YOUR ASSIGNMENT →
Copy all lines of the listing that include the string "green".

** DATA FOR THIS TASK follows **

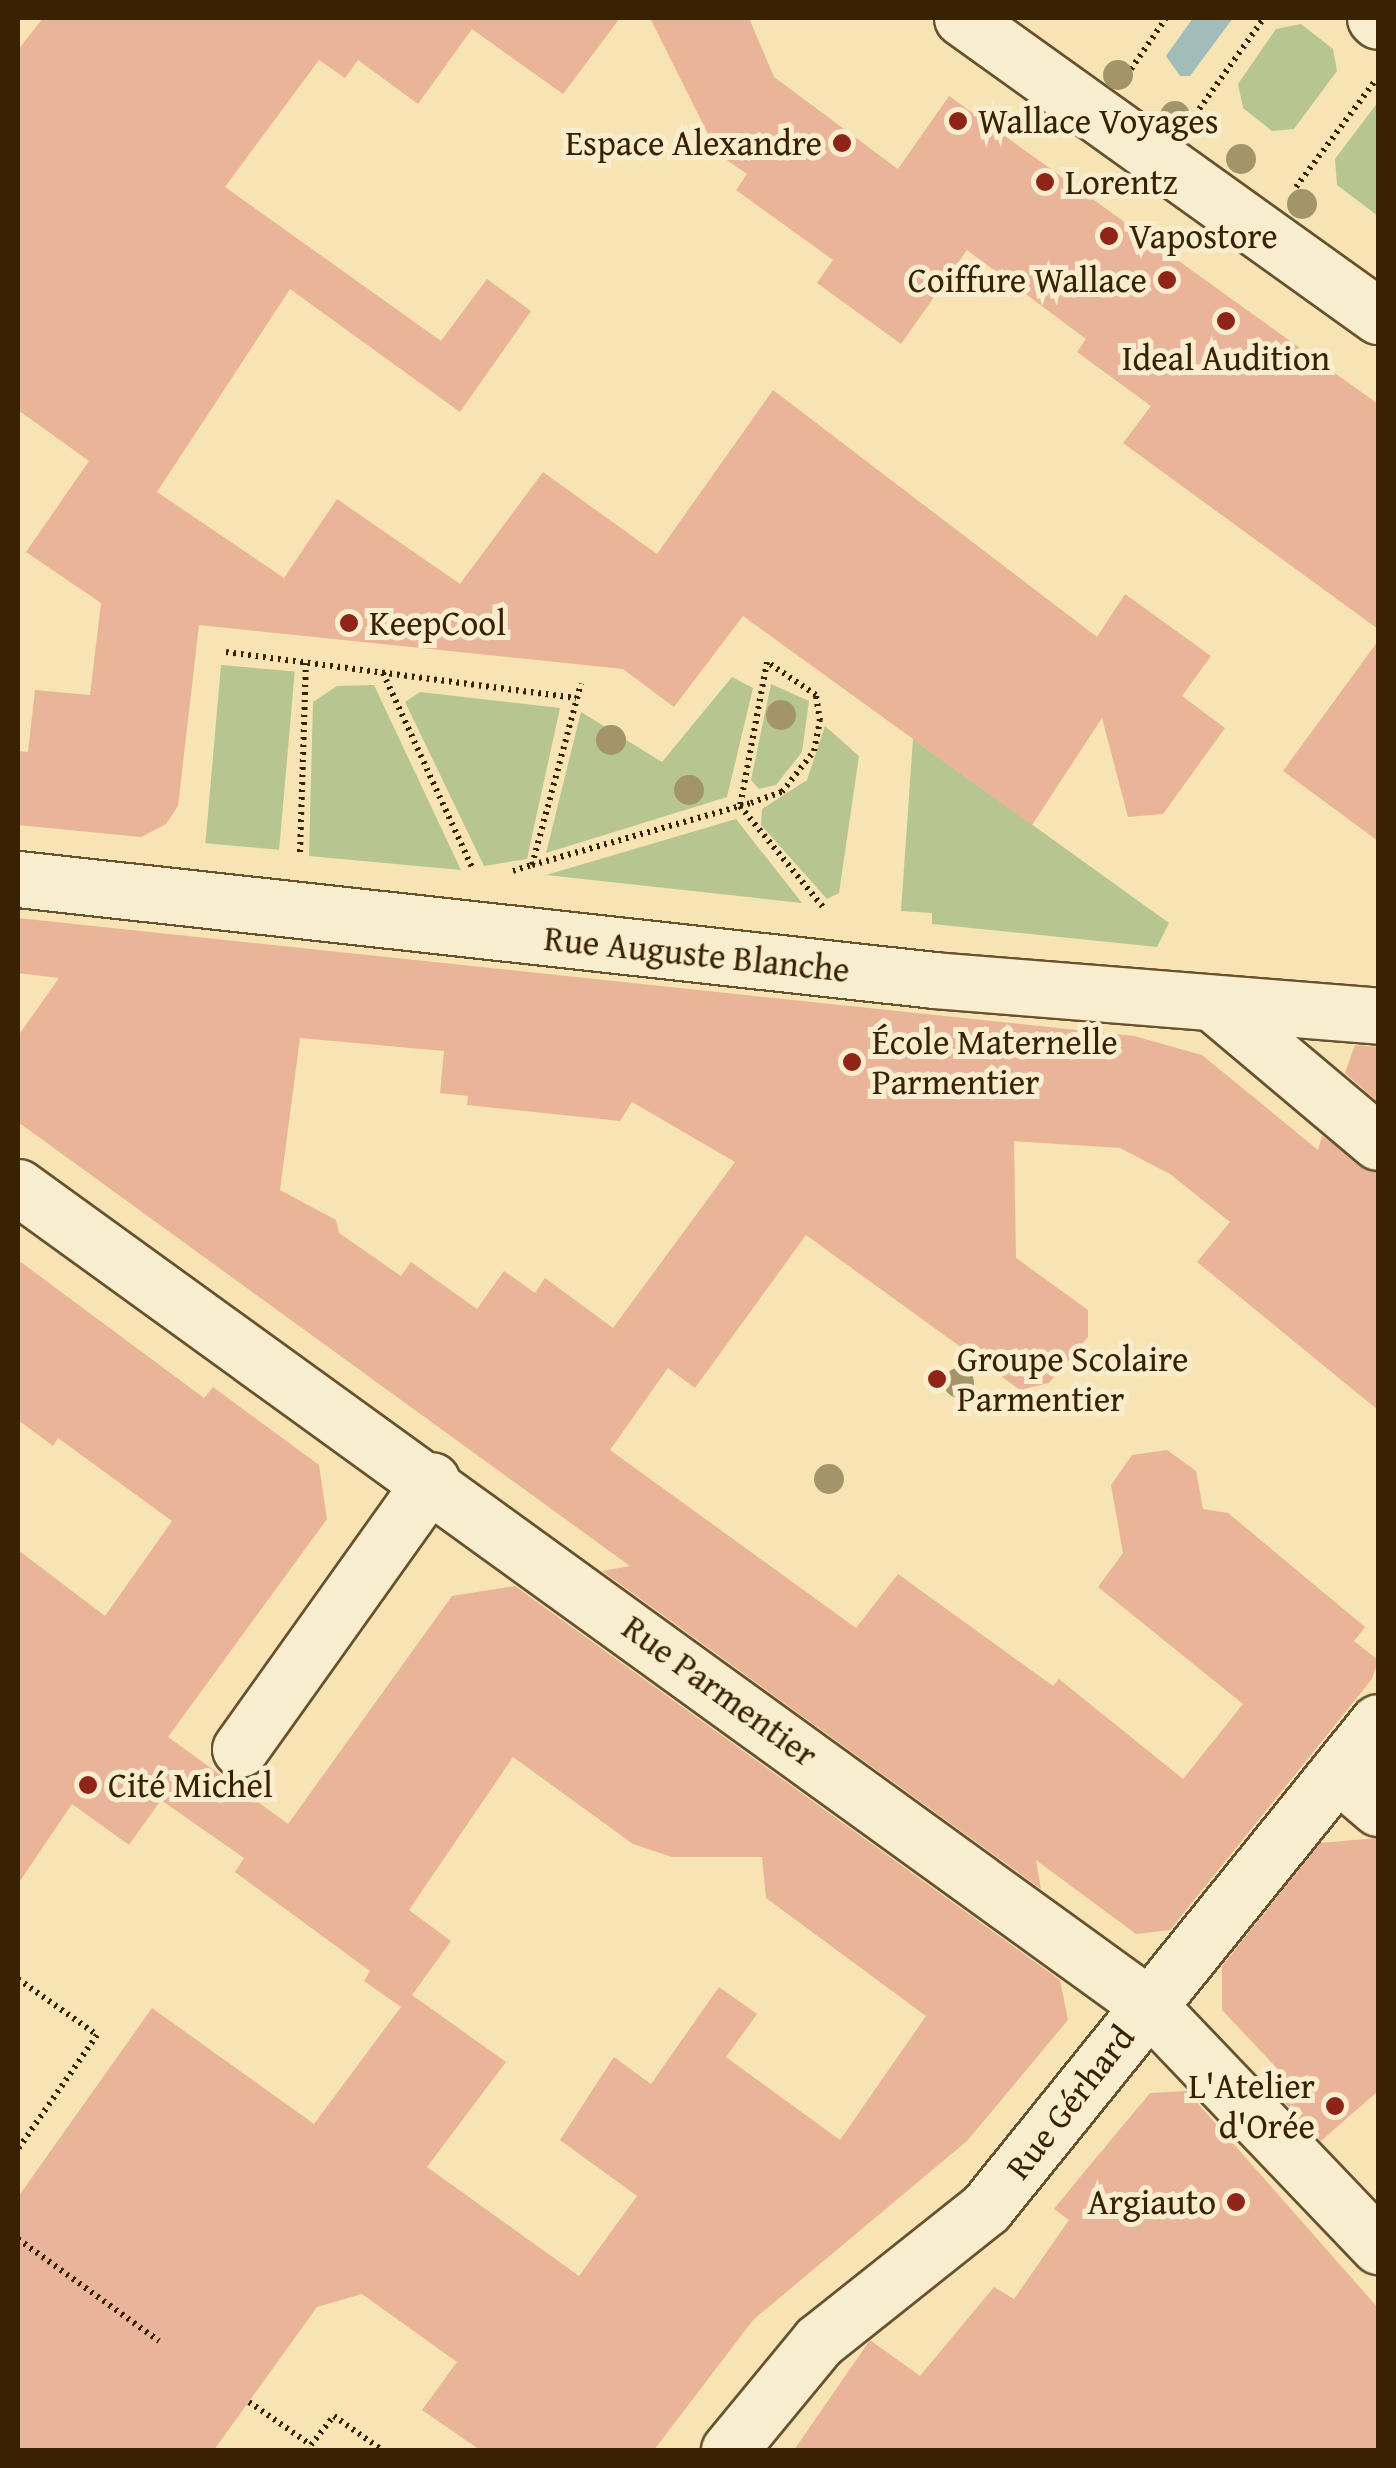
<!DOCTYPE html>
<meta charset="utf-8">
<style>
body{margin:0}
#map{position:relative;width:1396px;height:2468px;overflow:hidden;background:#f6e4b5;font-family:"Gentium Book Plus",serif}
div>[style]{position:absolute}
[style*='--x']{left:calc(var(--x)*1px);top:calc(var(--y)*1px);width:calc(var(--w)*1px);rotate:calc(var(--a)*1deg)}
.green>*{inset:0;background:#b7c591;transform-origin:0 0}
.water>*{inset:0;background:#a1bcb9}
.building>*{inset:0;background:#e9b497}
.path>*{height:6px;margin-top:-3px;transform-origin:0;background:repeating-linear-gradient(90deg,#392201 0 2.5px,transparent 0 7.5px)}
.roads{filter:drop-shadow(2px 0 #68522e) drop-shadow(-2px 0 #68522e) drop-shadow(0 2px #68522e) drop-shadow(0 -2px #68522e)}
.minor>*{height:55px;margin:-27.5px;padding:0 27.5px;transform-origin:27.5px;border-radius:27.5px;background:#f9edcf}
.trees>*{width:30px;height:30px;margin:-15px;border-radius:50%;background:#a3946a}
.dots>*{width:28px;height:28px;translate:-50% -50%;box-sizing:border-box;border:5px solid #f9edcf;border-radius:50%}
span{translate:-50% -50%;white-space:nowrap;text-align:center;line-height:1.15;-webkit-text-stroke:10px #f9edcf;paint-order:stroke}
.poi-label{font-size:35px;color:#392201}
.left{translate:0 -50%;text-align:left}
.right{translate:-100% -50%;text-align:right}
.street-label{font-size:35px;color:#392201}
.frame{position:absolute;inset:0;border:20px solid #392201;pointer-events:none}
</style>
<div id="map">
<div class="green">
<div style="clip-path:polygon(1301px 24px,1333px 49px,1337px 71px,1294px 129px,1272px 131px,1243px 108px,1238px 84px,1276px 29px)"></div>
<div style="clip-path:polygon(1378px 102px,1378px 216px,1337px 185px,1335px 159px)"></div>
<div style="left:221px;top:665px;width:74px;height:179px;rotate:5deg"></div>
<div style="clip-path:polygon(732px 677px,753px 688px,727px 797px,546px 853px,581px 712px,662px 762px)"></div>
<div style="clip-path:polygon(771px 684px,809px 701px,802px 752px,776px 785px,759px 789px,751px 780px)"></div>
<div style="clip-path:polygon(374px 685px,461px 870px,309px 856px,313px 702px,337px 686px)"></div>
<div style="clip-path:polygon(420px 692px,560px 708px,527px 859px,484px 866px,405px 702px)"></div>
<div style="clip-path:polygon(825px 726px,859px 756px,839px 893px,827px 899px,761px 825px,762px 809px,807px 780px)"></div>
<div style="clip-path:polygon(913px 739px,1169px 923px,1157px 947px,932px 924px,932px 913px,901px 911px)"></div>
<div style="clip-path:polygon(736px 819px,802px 903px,546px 875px)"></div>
</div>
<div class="water">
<div style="clip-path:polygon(1193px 18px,1233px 18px,1190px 76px,1180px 76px,1166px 56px)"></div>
</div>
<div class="building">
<div style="clip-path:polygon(43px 18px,620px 18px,563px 94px,472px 29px,418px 104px,358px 60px,345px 78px,319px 60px,225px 187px,441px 341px,487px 279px,531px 311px,460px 412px,290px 289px,157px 492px,284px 578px,337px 499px,460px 584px,543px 472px,657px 554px,773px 390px,1097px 637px,1125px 594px,1211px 656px,1182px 696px,1225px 728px,1163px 814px,1128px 817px,1102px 718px,1032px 825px,743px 616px,674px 707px,623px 669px,199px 625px,178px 806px,166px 824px,141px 837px,18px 825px,18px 751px,28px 752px,35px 690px,90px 695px,101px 603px,26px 552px,89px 461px,18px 410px,18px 50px)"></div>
<div style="clip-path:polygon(650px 18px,749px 18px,774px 77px,898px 169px,949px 96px,1378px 404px,1378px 629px,1123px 443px,1151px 406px,1077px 352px,1086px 339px,967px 250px,901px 344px,817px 283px,833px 260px,736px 190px,747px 174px,718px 154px)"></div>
<div style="clip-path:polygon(1378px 641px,1378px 841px,1283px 771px)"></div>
<div style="clip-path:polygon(evenodd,18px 918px,1134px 1036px,1202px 1055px,1318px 1150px,1322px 1136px,1378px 1172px,1378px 1410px,1197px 1262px,1230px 1222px,1170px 1174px,1120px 1148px,1014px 1141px,1016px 1258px,1088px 1310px,1088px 1337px,1049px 1383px,1020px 1390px,806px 1235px,695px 1388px,668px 1368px,610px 1450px,856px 1628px,898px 1574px,1053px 1686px,1059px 1679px,1183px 1779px,1243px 1704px,1098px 1587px,1123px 1553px,1111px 1485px,1132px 1455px,1167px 1450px,1196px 1471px,1203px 1509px,1228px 1513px,1365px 1627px,1354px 1641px,1378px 1660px,1372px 1679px,1170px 1930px,1136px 1934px,1036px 1860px,1041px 1889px,602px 1571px,630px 1566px,18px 1122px,18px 1036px,59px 978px,18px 973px,18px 918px,300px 1038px,444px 1051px,440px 1093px,468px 1096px,467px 1105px,620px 1121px,632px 1102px,735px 1162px,613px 1328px,545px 1278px,535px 1293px,504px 1271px,477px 1309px,411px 1262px,401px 1276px,339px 1233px,336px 1220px,280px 1190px,300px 1038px)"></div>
<div style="clip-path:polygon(1355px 1045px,1378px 1047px,1378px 1102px,1345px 1073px)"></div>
<div style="clip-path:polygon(evenodd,18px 1260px,204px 1398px,213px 1387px,319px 1465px,327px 1519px,168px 1737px,288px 1824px,452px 1596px,515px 1586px,1060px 1980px,1068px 2020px,967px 2141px,753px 2320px,654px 2450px,480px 2450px,422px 2410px,457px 2362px,362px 2294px,317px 2307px,214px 2450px,18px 2450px,18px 2197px,152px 2008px,314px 2124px,401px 2007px,364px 1981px,370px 1971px,235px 1872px,244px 1858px,161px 1800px,129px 1845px,72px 1804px,18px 1884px,18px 1550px,105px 1616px,172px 1521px,58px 1438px,53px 1446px,18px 1420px,18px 1260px,513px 1757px,633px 1844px,672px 1857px,762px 1857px,766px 1898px,926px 2016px,840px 2140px,726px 2057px,757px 2014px,719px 1987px,651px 2084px,614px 2057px,560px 2140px,637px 2196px,579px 2276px,427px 2167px,506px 2062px,412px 1995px,451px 1941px,409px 1910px,513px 1757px)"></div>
<div style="clip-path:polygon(1378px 1838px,1378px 2091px,1321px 2141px,1267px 2084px,1291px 2083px,1222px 2010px,1222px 1966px,1320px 1843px)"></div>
<div style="clip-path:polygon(1187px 2091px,1378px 2308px,1378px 2450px,794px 2450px,870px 2340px,920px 2376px,994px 2287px,1014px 2299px,1069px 2220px,1054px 2209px,1085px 2171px,1150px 2093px)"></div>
</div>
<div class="path">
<div style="--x:1131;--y:69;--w:62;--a:-55.5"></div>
<div style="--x:1195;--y:115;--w:119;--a:-54.6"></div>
<div style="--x:1296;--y:187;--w:132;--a:-53.3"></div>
<div style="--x:226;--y:652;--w:353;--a:7.5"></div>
<div style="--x:383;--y:673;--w:217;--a:65.4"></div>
<div style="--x:300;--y:852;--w:189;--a:-88.2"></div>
<div style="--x:532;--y:865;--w:188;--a:-74.9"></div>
<div style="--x:513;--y:871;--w:20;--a:-18"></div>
<div style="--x:532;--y:865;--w:216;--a:-15.8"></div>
<div style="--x:740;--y:806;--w:11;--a:-15"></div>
<div style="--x:751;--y:803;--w:33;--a:-20"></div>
<div style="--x:782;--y:792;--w:52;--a:-52"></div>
<div style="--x:814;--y:751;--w:31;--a:-79"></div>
<div style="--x:820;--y:721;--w:26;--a:-99"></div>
<div style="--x:816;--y:695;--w:59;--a:-146"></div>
<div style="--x:767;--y:662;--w:147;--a:100.6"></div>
<div style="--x:740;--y:806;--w:131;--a:50.6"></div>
<div style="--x:18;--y:1979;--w:97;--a:35.3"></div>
<div style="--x:97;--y:2035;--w:139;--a:124.7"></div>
<div style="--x:18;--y:2239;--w:174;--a:35.9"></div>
<div style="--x:249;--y:2402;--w:75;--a:34.7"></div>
<div style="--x:311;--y:2445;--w:37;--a:-52"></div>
<div style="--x:334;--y:2416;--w:59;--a:35.3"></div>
</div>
<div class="roads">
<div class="minor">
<div style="--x:962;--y:18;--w:512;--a:35.62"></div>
<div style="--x:1375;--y:18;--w:4;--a:45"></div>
<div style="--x:18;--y:879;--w:922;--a:6.29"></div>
<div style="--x:934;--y:980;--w:445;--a:4.6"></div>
<div style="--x:1214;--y:1004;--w:214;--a:40.1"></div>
<div style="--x:18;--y:1187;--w:1394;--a:35.89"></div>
<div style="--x:1147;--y:2004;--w:335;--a:46.3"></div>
<div style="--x:240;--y:1749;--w:330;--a:-54.5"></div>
<div style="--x:1337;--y:1773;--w:54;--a:40.5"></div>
<div style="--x:729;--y:2450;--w:141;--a:-50.5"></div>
<div style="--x:819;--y:2341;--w:213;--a:-38.5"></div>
<div style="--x:986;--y:2208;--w:624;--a:-51.11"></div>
</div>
</div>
<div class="trees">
<div style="left:1118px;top:75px"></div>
<div style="left:1175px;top:116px"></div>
<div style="left:1241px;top:159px"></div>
<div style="left:1302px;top:204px"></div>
<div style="left:781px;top:715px"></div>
<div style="left:611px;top:740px"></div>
<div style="left:689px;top:790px"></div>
<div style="left:959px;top:1383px"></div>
<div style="left:829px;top:1479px"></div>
</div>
<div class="dots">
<div style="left:958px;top:121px;background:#8f2418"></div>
<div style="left:842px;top:143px;background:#8f2418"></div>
<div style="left:1045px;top:182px;background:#8f2418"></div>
<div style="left:1109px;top:236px;background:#8f2418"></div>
<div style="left:1167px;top:280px;background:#8f2418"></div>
<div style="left:1226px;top:321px;background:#8f2418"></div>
<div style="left:349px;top:623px;background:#8f2418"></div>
<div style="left:852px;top:1062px;background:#8f2418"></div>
<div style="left:937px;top:1379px;background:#8f2418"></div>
<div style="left:88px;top:1785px;background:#8f2418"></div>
<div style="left:1335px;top:2106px;background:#8f2418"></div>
<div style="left:1236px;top:2202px;background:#8f2418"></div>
</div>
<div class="poi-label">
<span class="left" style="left:978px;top:121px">Wallace Voyages</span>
<span class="right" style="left:822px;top:143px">Espace Alexandre</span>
<span class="left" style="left:1065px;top:182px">Lorentz</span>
<span class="left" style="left:1129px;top:236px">Vapostore</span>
<span class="right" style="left:1147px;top:280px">Coiffure Wallace</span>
<span style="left:1226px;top:358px">Ideal Audition</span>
<span class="left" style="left:369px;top:623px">KeepCool</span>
<span class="left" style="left:872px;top:1062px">École Maternelle<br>Parmentier</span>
<span class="left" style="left:957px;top:1379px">Groupe Scolaire<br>Parmentier</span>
<span class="left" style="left:108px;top:1785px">Cité Michel</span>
<span class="right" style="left:1315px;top:2106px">L'Atelier<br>d'Orée</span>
<span class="right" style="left:1216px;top:2202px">Argiauto</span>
</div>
<div class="street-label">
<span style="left:697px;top:954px;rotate:6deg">Rue Auguste Blanche</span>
<span style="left:720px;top:1691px;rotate:36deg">Rue Parmentier</span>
<span style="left:1070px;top:2102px;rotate:-52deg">Rue Gérhard</span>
</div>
<div class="frame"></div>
</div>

** End of DATA FOR THIS TASK **

SOLUTION TO THIS TASK →
.green>*{inset:0;background:#b7c591;transform-origin:0 0}
<div class="green">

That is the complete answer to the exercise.